Solved – Base classifiers for boosting

boostingensemble learningmachine learning

Boosting algorithms, such as AdaBoost, combine multiple 'weak' classifiers to form a single stronger classifier. Although in theory boosting should be possible with any base classifier, in practice it seems that tree-based classifiers are the most common.

Why is this? What properties of tree classifiers make them best suited for this task? Are there any other base classifiers which also benefit a lot from boosting? I ask with classification problems in mind, but I would also be interested in answers concerning regression applications.

Best Answer

I'm pretty sure you're correct and that there's no reason that necessarily requires using decision trees instead of other classifiers. That said, I think there are a few reasons they're often used. Speed is one factor: Boosting may require training a lot of classifiers. If each one is a giant, multi-layer neural network, the whole procedure is going to be very slow.

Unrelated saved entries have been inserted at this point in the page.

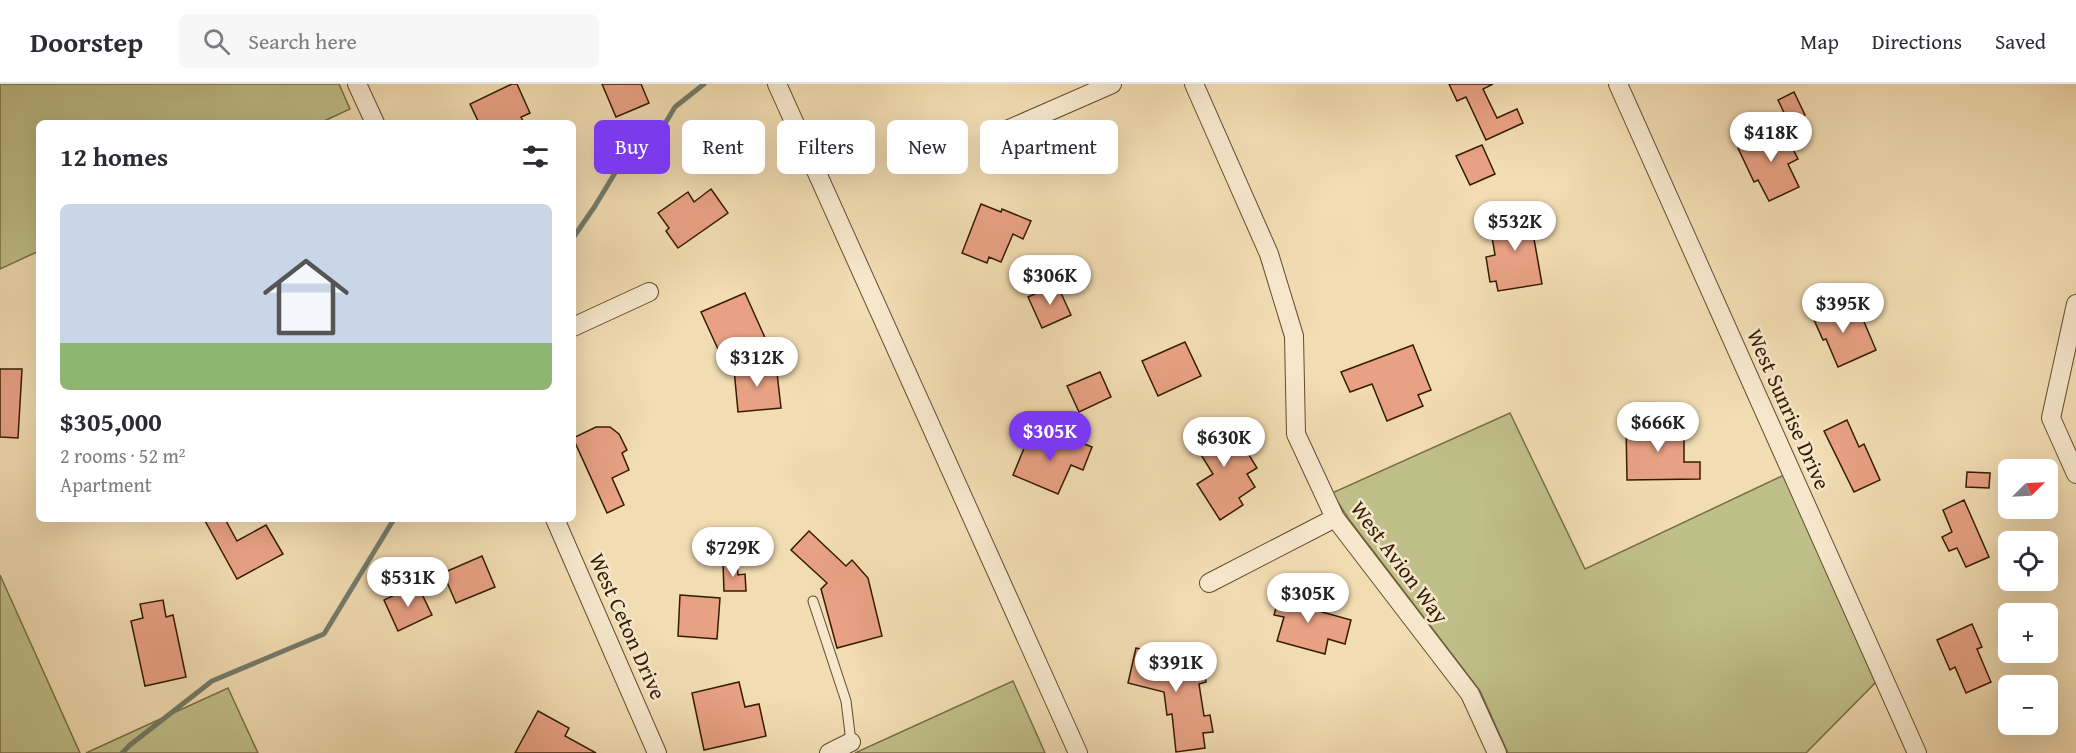 <!DOCTYPE html>
<html lang="en">
<head>
<meta charset="utf-8">
<style>
	:root { --surface:#fff; --page:#f7f7f7; --text:#2b2b33; --muted:#7c7c81; --line:#e1e1e2; --accent:#7c3aed }
	body { margin:0; font-family:"Gentium Book Plus",serif; background:var(--page); color:var(--text); height:100vh; display:flex; flex-direction:column; font-size:22px; white-space:nowrap }
	* { box-sizing:border-box; margin:0 }
	p { font-size:20px; color:var(--muted) }
	.icon { flex:none; width:33px; height:33px; fill:none; stroke:currentColor; stroke-width:2; stroke-linecap:round; stroke-linejoin:round }
	.map { position:relative; flex:1; overflow:hidden }
	.details { position:absolute; left:36px; top:36px; width:540px; height:402px; display:flex; flex-direction:column; background:var(--surface); border-radius:9px; box-shadow:0 6px 24px #0002 }
	.details>* { flex:none }
	.top-card { position:absolute; left:594px; top:36px; width:570px; height:54px; display:flex; gap:12px }
	.needle { width:39px; rotate:66deg }
	.tools { position:absolute; left:1998px; top:375px; display:grid; gap:12px }
	.tools a { display:grid; place-items:center; width:60px; height:60px; border-radius:9px; background:var(--surface); box-shadow:0 6px 24px #0002; font-size:30px }
	.price { position:absolute; translate:-50% -51px; padding:0 14px; border-radius:21px; background:#fff; color:#222; font-size:20px; line-height:39px; filter:drop-shadow(0 2px 3px #0008) }
	.price::after { content:''; position:absolute; left:50%; top:36px; width:18px; height:14px; margin-left:-9px; background:inherit; clip-path:polygon(0 0,100% 0,50% 100%) }
	.price.selected { background:var(--accent); color:#fff }
	ul { padding:0; list-style:none }
	li { display:grid; align-content:center; gap:12px; height:318px; padding:0 24px }
	li span { display:grid; place-items:center; height:186px; border-radius:9px; color:#555 }
	li>.icon { margin-inline-start:auto }
	span .icon { width:108px; height:108px; fill:#fffc; stroke-width:1 }
	li b { font-size:26px }
	h2 { display:flex; justify-content:space-between; align-items:center; height:72px; padding:0 24px; font-size:26px }
	.chip { padding:0 21px; border-radius:9px; background:var(--surface); box-shadow:0 6px 24px #0002; font-size:21px; line-height:54px }
	.chip.selected { background:var(--accent); color:#fff }
	header { display:flex; align-items:center; gap:36px; box-sizing:border-box; height:84px; padding:0 30px; background:var(--surface); border-bottom:2px solid var(--line) }
	header strong { font-size:28px }
	nav { display:flex; gap:33px; margin-inline-start:auto; font-size:21px }
	.search { width:420px; height:54px; background:var(--page); display:flex; align-items:center; gap:15px; box-sizing:border-box; padding:0 21px; border-radius:9px; color:var(--muted); font-size:22px }
	.map>svg:first-child { display:block }
	.green { fill:#bfbf89; stroke:#7a6e44; stroke-width:1.5 }
	.lines { fill:none; stroke-linecap:round; stroke-linejoin:round }
	.stream { stroke:#737b6a; stroke-width:5 }
	.building { fill:#e8a184; stroke:#351c00; stroke-width:1.5 }
	.service-casing { stroke:#644c2c; stroke-width:11 }
	.minor-casing { stroke:#644c2c; stroke-width:20 }
	.service { stroke:#f7e8cd; stroke-width:9 }
	.minor { stroke:#f7e8cd; stroke-width:18 }
	.labels { text-anchor:middle; dominant-baseline:central; stroke-width:5; stroke-linejoin:round; paint-order:stroke }
	.street-label { font-size:22px; fill:#351c00; stroke:#f7e8cd }
</style>
</head>
<body>
<header>
<strong>Doorstep</strong>
<div class="search"><svg class="icon" aria-label="search" viewBox="0 0 24 24"><circle cx="10" cy="10" r="6"/><path d="M15 15l6 6"/></svg>Search here</div>
<nav><a>Map</a><a>Directions</a><a>Saved</a></nav>
</header>
<div class="map">
<svg width="2076" height="669" viewBox="0 0 2076 669">
	<rect width="100%" height="100%" fill="#f2dcb2"/>
	<filter id="stains"><feTurbulence type="fractalNoise" baseFrequency=".00333" numOctaves="4"/><feColorMatrix values="0 0 0 0 .2 0 0 0 0 .09 0 0 0 0 .02 0 0 0 .5 -.17"/></filter>
	<radialGradient id="worn" r=".72"><stop offset=".6" stop-color="#630" stop-opacity="0"/><stop offset="1" stop-color="#630" stop-opacity=".3"/></radialGradient>
	<g class="green">
		<polygon points="0,0 339,0 350,25 320,39 39,39 39,167 0,185"/>
		<polygon points="1510,329 1585,485 1784,391 1876,598 1806,669 1508,669 1480,607 1348,434 1332,409"/>
		<polygon points="0,491 80,669 0,669"/>
		<polygon points="1013,597 1045,669 855,669"/>
		<polygon points="228,604 258,669 86,669"/>
	</g>
	<g class="lines">
		<g class="stream">
			<polyline points="573,154 595,122 624,74 657,53 675,23 704,0"/>
			<polyline points="122,669 130,661 212,597 324,550 394,435"/>
		</g>
	</g>
	<g class="building">
		<polygon points="512,0 517,0 530,29 521,33 524,39 479,39 470,20"/>
		<polygon points="602,0 641,0 649,19 616,33"/>
		<polygon points="1449,0 1493,0 1483,5 1497,34 1517,25 1523,39 1486,56 1466,13 1457,17"/>
		<polygon points="1794,8 1805,31 1789,39 1778,16"/>
		<polygon points="1781,43 1798,75 1788,80 1799,103 1769,117 1758,96 1754,98 1738,64"/>
		<polygon points="1482,61 1495,90 1470,101 1456,72"/>
		<polygon points="711,105 728,129 678,164 666,147 669,144 658,129 688,108 694,118"/>
		<polygon points="981,120 1001,128 1002,125 1031,137 1023,155 1013,150 1001,178 989,173 987,179 962,169"/>
		<polygon points="1528,121 1542,200 1498,207 1496,197 1490,198 1486,173 1495,171 1492,153 1504,150 1500,126"/>
		<polygon points="1057,200 1071,231 1042,244 1028,213"/>
		<polygon points="745,209 766,256 723,276 701,228"/>
		<polygon points="1830,218 1838,235 1859,226 1876,266 1838,283 1826,255 1823,256 1810,227"/>
		<polygon points="1185,258 1201,292 1158,312 1142,277"/>
		<polygon points="1413,261 1431,306 1418,311 1423,322 1387,337 1372,300 1350,308 1341,288"/>
		<polygon points="776,280 781,324 738,328 734,285"/>
		<polygon points="0,285 22,285 18,354 0,353"/>
		<polygon points="1100,288 1111,313 1079,328 1067,302"/>
		<polygon points="1847,336 1859,363 1864,360 1880,396 1854,408 1824,347"/>
		<polygon points="1212,338 1218,348 1230,340 1257,384 1247,390 1255,403 1239,414 1243,421 1220,436 1197,400 1213,390 1190,353"/>
		<polygon points="1666,338 1666,340 1684,340 1684,378 1700,378 1700,395 1627,396 1626,339"/>
		<polygon points="596,343 610,343 619,350 627,366 622,369 629,386 612,394 624,421 607,429 573,354"/>
		<polygon points="1030,350 1063,364 1067,353 1092,363 1083,386 1071,381 1058,410 1013,391"/>
		<polygon points="1967,388 1990,389 1989,404 1966,403"/>
		<polygon points="1964,416 1989,473 1966,483 1957,464 1949,467 1942,453 1952,448 1943,426"/>
		<polygon points="204,435 225,435 237,457 266,441 283,470 237,495"/>
		<polygon points="809,447 846,482 852,476 868,494 882,552 837,564 821,505 827,499 791,466"/>
		<polygon points="482,472 495,503 456,519 443,489"/>
		<polygon points="737,478 738,491 745,490 746,507 724,507 723,479"/>
		<polygon points="417,500 432,531 398,547 384,516"/>
		<polygon points="1281,506 1307,513 1304,523 1351,536 1345,560 1328,555 1325,570 1277,557 1284,533 1274,531"/>
		<polygon points="680,511 720,514 717,555 678,552"/>
		<polygon points="163,516 166,533 173,531 186,593 145,602 131,537 143,534 140,520"/>
		<polygon points="1972,540 1982,563 1977,565 1991,598 1966,609 1955,583 1950,586 1937,556"/>
		<polygon points="1136,564 1185,575 1202,573 1206,598 1199,600 1204,632 1210,631 1213,648 1203,649 1205,664 1176,668 1172,630 1167,631 1164,608 1128,599"/>
		<polygon points="739,598 745,623 759,620 766,652 704,666 692,609"/>
		<polygon points="538,627 569,644 565,652 596,669 515,669"/>
	</g>
	<g class="lines">
		<defs>
			<polyline id="service" points="813,517 846,617 851,658"/>
			<g id="minor">
				<polyline points="357,0 375,39"/>
				<polyline points="777,0 1078,669"/>
				<polyline points="1194,0 1269,170 1294,252 1296,350 1335,434 1470,610 1497,669"/>
				<polyline points="1618,0 1917,669"/>
				<polyline points="1000,49 1112,0"/>
				<polyline points="2076,220 2051,334 2076,390"/>
				<polyline points="573,243 649,208"/>
				<polyline points="555,435 657,669"/>
				<polyline points="1209,499 1335,434"/>
				<polyline points="829,669 851,658"/>
			</g>
		</defs>
		<use href="#service" class="service-casing"/>
		<use href="#minor" class="minor-casing"/>
		<use href="#service" class="service"/>
		<use href="#minor" class="minor"/>
	</g>
	<g class="labels">
		<g class="street-label">
			<text transform="translate(1789 325) rotate(66)">West Sunrise Drive</text>
			<text transform="translate(1400 478) rotate(53)">West Avion Way</text>
			<text transform="translate(628 542) rotate(66)">West Ceton Drive</text>
		</g>
	</g>
	<rect width="100%" height="100%" filter="url(#stains)"/>
	<rect width="100%" height="100%" fill="url(#worn)"/>
</svg>
<div class="tools">
<a><svg class="needle" viewBox="-14 -14 28 28"><path d="M0-13l5 13h-10z" fill="#e53935"/><path d="M0 13l5-13h-10z" fill="#7c7c81"/></svg></a>
<a><svg class="icon" aria-label="locate" viewBox="0 0 24 24"><circle cx="12" cy="12" r="6"/><path d="M12 2v4M12 18v4M2 12h4M18 12h4"/></svg></a>
<a>+</a>
<a>−</a>
</div>
<b class="price" style="left:1771px;top:79px">$418K</b>
<b class="price" style="left:1515px;top:168px">$532K</b>
<b class="price" style="left:1050px;top:222px">$306K</b>
<b class="price" style="left:1843px;top:250px">$395K</b>
<b class="price" style="left:757px;top:304px">$312K</b>
<b class="price" style="left:1658px;top:369px">$666K</b>
<b class="price selected" style="left:1050px;top:378px">$305K</b>
<b class="price" style="left:1224px;top:384px">$630K</b>
<b class="price" style="left:733px;top:494px">$729K</b>
<b class="price" style="left:408px;top:524px">$531K</b>
<b class="price" style="left:1308px;top:540px">$305K</b>
<b class="price" style="left:1176px;top:609px">$391K</b>
<div class="top-card">
<a class="chip selected">Buy</a>
<a class="chip">Rent</a>
<a class="chip">Filters</a>
<a class="chip">New</a>
<a class="chip">Apartment</a>
</div>
<section class="details">
<h2>12 homes<svg class="icon" aria-label="filters" viewBox="0 0 24 24"><path d="M4 7h16M4 17h16"/><circle cx="9" cy="7" r="2"/><circle cx="15" cy="17" r="2"/></svg></h2>
<ul>
<li><span style="background:linear-gradient(#c9d6e8 75%,#8fb573 0)"><svg class="icon" aria-label="home" viewBox="0 0 24 24"><path d="M3 11l9-7 9 7M6 9v11h12V9"/></svg></span><div><b>$305,000</b><p>2 rooms · 52 m²</p><p>Apartment</p></div></li>
</ul>
</section>
</div>
</body>
</html>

More importantly, I think decision trees are "good enough." Since the whole idea behind boosting is pooling weak classifiers, there's not a huge incentive to drop in a heavy-weight solutions that might require more tuning (e.g., fiddling with the hyperparameters and kernel for SVMs).

Finally, boosting and decision trees are, at least in my head, somewhat conceptually similar (e.g., add a node/build a new classifier). A lot of the ensemble learning stuff seems to use trees. I think you could have a "random forest" of Naive Bayes learners if you really wanted to.